- Data for this exercise
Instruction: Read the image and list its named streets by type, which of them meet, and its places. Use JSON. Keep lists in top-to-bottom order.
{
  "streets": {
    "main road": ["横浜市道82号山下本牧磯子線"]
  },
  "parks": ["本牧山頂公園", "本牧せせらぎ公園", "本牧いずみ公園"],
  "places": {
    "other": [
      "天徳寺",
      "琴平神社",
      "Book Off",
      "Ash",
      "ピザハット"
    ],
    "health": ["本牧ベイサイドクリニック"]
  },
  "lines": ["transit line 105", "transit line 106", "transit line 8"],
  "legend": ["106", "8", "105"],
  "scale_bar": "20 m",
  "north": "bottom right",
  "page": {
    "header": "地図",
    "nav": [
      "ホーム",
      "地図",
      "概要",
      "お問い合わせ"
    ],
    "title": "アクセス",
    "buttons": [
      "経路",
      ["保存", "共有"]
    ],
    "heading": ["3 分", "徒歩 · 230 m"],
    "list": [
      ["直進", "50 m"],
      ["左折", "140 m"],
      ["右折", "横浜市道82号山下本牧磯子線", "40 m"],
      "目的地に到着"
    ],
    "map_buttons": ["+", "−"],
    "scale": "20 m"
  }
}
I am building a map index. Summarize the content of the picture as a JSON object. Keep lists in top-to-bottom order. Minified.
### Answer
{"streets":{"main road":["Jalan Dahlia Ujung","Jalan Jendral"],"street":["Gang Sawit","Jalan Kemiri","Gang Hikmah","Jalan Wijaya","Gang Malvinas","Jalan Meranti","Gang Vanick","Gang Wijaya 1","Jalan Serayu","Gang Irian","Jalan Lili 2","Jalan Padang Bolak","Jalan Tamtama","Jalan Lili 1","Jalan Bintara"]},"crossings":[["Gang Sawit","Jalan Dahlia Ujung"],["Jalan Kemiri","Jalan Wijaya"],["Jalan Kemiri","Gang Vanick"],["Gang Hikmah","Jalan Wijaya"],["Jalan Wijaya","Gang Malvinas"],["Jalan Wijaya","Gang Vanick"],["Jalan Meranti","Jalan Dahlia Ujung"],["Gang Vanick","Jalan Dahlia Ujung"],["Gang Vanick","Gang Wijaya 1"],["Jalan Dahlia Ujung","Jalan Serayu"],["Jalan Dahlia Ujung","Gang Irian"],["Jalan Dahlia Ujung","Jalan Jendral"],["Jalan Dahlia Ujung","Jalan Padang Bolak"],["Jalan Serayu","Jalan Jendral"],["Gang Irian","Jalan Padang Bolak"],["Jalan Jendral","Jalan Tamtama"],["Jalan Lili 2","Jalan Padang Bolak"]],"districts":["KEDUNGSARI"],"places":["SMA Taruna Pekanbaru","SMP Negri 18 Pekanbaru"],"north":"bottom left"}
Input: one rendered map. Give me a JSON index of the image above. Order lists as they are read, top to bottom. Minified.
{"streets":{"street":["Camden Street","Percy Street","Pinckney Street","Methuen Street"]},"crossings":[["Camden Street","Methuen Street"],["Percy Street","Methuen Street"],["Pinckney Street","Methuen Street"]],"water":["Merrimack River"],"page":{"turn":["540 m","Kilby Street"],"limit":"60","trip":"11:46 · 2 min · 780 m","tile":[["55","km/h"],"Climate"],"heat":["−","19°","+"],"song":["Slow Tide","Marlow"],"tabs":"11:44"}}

- Assignment
Write out again, exactly, the line containing "Input: one rendered" and every later line of the records. Omit the rest.

- Task answer
Input: one rendered map. Give me a JSON index of the image above. Order lists as they are read, top to bottom. Minified.
{"streets":{"street":["Camden Street","Percy Street","Pinckney Street","Methuen Street"]},"crossings":[["Camden Street","Methuen Street"],["Percy Street","Methuen Street"],["Pinckney Street","Methuen Street"]],"water":["Merrimack River"],"page":{"turn":["540 m","Kilby Street"],"limit":"60","trip":"11:46 · 2 min · 780 m","tile":[["55","km/h"],"Climate"],"heat":["−","19°","+"],"song":["Slow Tide","Marlow"],"tabs":"11:44"}}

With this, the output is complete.